As tentativas do Egito de recuperar o Sinai culminaram em uma guerra de atritos entre os anos 1967 e 1970, e posteriormente, na Guerra do Yom Kippur em 1973. Embora esta última tenha demonstrado a capacidade militar egípcia e não tenha sido ganha por “Israel”, mas interrompida por pressão dos países árabes que em retaliação, cortaram a produção de petróleo e jogaram o mundo na Primeira Crise do Petróleo, a derrota foi decisiva para o nacionalismo egípcio, que nunca mais se recuperará.
Com o regime egípcio já profundamente desmoralizado, seis anos depois, o presidente norte-americano Jimmy Carter consegue a que talvez seja a única vitória de seu governo: submeter o Egito a um acordo com “Israel”, firmado em Camp David. Pelo tratado, o Egito reconheceu formalmente o enclave imperialista como um país e comprometeu-se a manter o Sinai desmilitarizado, enquanto “Israel” concordou em retirar suas tropas e colônias da região.
Durante os 15 anos de ocupação, “Israel” construiu 18 assentamentos no Sinai, distribuídos ao longo da costa mediterrânea e do Golfo de Aqaba. Um dos principais assentamentos, Yamit, foi projetado para abrigar até 200 mil pessoas, mas sua população nunca ultrapassou 3 mil. Outros assentamentos notáveis incluíam Ofira (atual Sharm El-Sheikh), Di Zahav (Dahab) e Neviot (Nuweiba), que foram posteriormente incorporados ao turismo egípcio após a devolução.
A retirada dos colonos israelenses do Sinai foi um processo conturbado. Muitos resistiram à evacuação, com alguns colonos se recusando a sair voluntariamente.
Em Yamit, por exemplo, seguidores do rabino Meir Kahane chegaram a ameaçar suicídio em protesto contra a retirada. O exército israelense precisou demolir diversos assentamentos, incluindo toda a região de Yamit, para evitar qualquer possibilidade de retorno.

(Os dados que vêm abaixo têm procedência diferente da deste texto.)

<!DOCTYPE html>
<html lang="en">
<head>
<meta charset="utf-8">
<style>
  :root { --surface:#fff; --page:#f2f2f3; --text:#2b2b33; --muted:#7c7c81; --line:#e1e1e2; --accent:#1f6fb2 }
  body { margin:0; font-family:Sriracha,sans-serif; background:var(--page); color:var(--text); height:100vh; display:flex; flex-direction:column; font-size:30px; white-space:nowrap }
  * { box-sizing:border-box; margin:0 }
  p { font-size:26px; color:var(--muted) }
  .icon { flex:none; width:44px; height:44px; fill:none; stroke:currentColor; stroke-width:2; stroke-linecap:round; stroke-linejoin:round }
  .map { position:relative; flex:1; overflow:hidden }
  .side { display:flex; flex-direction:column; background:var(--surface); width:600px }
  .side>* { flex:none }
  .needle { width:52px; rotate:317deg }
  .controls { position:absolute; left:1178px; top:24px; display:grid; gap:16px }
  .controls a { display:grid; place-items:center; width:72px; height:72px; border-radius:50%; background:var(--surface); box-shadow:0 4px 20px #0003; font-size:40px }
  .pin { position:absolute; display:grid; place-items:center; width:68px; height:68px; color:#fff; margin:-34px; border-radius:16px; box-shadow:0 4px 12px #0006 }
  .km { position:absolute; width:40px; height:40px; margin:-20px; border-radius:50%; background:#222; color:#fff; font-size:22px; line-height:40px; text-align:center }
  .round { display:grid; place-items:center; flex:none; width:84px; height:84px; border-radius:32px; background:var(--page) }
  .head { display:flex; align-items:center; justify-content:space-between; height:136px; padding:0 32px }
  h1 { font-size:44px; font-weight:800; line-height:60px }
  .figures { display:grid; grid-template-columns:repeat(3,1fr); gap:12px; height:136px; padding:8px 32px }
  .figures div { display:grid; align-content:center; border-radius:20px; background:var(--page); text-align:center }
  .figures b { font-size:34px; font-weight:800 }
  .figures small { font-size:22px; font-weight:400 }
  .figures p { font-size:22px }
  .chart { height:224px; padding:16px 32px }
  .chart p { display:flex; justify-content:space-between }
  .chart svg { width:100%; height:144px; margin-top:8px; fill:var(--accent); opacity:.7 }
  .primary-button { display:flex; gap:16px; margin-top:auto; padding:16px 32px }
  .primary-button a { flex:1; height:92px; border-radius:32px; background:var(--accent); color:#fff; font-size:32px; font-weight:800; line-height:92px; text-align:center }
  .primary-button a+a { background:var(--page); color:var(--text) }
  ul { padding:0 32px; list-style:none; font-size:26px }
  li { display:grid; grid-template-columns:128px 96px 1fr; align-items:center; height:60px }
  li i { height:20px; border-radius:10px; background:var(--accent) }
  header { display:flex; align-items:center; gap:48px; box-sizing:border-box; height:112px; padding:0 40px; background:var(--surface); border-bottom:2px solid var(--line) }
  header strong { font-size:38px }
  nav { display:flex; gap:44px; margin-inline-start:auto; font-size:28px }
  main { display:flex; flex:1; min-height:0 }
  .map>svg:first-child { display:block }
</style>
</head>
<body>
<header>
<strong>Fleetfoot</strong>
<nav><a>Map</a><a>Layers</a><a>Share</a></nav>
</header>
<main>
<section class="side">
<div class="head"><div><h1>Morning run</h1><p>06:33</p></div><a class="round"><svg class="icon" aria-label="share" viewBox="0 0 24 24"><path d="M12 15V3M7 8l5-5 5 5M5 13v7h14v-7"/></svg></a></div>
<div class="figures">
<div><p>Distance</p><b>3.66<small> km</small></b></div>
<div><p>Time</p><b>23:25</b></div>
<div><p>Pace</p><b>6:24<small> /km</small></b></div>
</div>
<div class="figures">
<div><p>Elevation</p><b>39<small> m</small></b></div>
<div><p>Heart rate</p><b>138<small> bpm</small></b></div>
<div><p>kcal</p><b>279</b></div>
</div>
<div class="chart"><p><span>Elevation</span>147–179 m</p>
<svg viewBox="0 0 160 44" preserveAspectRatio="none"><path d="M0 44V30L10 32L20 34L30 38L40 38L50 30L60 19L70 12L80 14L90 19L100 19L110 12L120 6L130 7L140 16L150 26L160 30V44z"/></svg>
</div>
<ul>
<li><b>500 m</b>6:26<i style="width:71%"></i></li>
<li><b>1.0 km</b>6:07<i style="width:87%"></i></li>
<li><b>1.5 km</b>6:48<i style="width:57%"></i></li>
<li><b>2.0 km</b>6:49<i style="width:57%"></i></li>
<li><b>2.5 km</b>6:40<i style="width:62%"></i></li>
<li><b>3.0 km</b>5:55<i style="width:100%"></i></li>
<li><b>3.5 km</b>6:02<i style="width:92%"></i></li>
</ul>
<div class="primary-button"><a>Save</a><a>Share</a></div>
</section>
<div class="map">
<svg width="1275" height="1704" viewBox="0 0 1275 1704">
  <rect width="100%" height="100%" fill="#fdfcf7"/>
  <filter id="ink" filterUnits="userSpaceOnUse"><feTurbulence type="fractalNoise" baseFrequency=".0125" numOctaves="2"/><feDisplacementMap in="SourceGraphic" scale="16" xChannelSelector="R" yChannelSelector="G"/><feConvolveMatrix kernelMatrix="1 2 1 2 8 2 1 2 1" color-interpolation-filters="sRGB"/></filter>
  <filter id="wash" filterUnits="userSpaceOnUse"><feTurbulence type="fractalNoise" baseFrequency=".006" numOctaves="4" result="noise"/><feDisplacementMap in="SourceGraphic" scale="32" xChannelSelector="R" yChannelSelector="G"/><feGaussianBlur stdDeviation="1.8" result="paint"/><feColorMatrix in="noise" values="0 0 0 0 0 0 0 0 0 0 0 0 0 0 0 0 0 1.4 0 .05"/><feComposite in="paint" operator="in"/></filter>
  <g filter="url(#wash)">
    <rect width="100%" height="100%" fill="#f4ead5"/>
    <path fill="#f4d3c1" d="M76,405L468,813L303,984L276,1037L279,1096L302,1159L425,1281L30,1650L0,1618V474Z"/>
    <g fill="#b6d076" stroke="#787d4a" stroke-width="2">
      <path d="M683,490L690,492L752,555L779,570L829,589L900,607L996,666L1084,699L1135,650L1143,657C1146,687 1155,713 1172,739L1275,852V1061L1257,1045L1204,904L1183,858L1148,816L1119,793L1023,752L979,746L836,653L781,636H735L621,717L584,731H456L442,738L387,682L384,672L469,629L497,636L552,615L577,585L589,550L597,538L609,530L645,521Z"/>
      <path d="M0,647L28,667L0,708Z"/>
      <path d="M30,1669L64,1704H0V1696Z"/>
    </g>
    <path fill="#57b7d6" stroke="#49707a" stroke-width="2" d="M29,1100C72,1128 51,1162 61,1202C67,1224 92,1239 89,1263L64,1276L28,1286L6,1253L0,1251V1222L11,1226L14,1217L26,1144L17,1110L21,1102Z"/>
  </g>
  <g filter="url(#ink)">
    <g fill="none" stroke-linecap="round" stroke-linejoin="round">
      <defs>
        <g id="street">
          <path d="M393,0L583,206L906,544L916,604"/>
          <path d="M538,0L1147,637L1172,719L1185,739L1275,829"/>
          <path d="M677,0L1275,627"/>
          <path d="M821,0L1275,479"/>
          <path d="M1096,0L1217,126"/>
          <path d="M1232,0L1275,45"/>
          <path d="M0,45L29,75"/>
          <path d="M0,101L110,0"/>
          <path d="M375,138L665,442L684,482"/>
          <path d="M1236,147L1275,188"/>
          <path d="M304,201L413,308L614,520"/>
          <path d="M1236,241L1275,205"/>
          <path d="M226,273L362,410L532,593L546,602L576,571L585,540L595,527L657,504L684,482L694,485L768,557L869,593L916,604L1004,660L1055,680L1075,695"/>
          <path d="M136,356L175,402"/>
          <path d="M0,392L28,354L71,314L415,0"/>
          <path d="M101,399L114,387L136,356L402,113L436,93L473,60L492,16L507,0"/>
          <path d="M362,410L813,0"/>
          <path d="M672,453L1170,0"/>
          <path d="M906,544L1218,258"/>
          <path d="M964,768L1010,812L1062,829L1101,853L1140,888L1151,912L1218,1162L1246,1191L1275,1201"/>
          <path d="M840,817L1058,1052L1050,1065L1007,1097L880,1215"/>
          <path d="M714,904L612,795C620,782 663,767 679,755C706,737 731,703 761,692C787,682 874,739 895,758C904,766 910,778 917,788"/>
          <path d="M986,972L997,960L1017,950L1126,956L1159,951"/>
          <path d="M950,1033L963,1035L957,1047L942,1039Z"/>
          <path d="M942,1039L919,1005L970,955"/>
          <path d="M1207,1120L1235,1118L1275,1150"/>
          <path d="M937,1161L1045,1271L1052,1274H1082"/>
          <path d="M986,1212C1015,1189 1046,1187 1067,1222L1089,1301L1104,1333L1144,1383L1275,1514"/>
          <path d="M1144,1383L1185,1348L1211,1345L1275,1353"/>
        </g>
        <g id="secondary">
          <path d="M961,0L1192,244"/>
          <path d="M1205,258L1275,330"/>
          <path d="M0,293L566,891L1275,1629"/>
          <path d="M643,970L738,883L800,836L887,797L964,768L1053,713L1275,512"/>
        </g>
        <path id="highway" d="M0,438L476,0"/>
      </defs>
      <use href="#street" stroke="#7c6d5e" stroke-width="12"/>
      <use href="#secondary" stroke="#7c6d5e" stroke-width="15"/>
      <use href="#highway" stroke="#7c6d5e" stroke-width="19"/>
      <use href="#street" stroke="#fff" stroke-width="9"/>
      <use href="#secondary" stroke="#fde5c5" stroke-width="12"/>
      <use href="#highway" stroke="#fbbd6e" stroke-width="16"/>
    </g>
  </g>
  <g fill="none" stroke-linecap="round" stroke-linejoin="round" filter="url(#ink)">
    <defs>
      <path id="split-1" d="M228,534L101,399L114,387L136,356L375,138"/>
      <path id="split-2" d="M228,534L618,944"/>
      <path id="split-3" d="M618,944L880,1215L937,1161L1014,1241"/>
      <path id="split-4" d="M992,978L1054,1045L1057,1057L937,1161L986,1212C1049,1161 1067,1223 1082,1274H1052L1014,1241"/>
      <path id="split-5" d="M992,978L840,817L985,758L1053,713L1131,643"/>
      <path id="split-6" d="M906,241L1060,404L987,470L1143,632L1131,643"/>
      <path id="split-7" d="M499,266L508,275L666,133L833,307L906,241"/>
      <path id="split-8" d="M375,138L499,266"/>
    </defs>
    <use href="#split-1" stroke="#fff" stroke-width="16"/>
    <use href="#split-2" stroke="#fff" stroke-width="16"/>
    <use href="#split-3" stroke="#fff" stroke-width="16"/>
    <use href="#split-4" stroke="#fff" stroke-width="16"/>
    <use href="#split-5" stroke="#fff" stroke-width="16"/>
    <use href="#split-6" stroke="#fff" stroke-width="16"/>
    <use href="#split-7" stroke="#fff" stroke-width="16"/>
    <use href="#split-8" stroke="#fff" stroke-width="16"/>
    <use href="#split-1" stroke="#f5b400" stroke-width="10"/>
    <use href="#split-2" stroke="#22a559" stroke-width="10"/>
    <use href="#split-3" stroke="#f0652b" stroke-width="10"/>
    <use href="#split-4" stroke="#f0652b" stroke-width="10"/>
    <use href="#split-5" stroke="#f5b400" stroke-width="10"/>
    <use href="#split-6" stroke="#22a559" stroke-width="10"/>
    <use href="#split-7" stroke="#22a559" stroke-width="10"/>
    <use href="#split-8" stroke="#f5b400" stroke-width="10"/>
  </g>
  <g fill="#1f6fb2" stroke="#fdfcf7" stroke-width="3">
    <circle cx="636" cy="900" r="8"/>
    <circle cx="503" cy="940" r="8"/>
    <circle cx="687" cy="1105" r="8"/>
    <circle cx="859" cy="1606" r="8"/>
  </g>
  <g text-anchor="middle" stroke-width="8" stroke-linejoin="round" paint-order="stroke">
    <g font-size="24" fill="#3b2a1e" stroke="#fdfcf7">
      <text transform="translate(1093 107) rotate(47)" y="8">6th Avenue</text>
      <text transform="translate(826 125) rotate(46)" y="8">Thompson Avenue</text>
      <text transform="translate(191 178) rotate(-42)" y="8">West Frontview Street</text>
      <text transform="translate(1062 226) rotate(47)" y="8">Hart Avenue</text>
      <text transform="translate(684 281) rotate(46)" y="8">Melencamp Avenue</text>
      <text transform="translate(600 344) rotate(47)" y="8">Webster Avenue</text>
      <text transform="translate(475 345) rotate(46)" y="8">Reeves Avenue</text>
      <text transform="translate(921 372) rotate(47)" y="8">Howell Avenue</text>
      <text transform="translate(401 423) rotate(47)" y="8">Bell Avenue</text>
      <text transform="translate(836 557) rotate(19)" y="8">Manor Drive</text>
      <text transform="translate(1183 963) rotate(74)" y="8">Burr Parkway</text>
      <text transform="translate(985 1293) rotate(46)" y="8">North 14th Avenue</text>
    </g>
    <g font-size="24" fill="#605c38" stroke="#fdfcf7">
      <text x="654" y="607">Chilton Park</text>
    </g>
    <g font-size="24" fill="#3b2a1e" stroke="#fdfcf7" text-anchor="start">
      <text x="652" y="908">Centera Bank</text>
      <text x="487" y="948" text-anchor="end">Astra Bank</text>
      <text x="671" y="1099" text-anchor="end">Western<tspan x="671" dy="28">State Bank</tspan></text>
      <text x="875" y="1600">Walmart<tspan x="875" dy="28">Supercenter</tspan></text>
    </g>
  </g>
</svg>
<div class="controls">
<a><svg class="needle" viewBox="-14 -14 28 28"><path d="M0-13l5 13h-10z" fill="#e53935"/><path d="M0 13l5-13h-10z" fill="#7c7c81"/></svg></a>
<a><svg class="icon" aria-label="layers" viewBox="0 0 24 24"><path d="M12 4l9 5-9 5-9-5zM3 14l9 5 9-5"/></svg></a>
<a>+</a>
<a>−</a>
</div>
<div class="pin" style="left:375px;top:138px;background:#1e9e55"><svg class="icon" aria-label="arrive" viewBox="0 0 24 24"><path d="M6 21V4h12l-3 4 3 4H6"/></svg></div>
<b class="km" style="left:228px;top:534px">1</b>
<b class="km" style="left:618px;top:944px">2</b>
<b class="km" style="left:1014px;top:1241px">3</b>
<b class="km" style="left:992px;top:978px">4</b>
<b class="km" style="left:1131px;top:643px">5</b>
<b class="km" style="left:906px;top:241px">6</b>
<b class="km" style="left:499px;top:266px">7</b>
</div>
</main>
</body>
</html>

Além disso, bases aéreas, instalações militares e recursos petrolíferos foram desmantelados ou destruídos. O processo trouxe não apenas o fim da ocupação, mas também as tensões internas em “Israel”.
Apesar de ter garantido a devolução do Sinai, os Acordos de Camp David representaram um golpe fatal ao pan-arabismo promovido por Nasser e selaram o isolamento do Egito no mundo árabe. Países como a Síria e o Iraque condenaram o tratado, considerando-o uma traição à causa palestina e um alinhamento às potências imperialistas. O Egito, que antes liderava o movimento de resistência contra o sionismo, tornou-se um instrumento árabe da política sionista.
Internamente, o acordo consolidou uma nova fase de autoritarismo no Egito. O presidente egípcio responsável por assinar o acordo, Anwar Sadat, seria assassinado pouco depois e, em seu lugar, o governo egípcio cairia nas mãos do marechal Hosni Mubarak, responsável por reorganizar o país com uma ditadura militar criminosa. As derrotas do nacionalismo árabe culminaram em um regime repressivo, marcado por censura, prisões políticas e violência estatal. A Primavera Árabe de 2011 brevemente desafiou essa ordem, mas o golpe de 2013, liderado por Abdul Fatah Khalil Al-Sisi, restaurou o controle militar, mantendo o país em um ciclo de repressão e estagnação.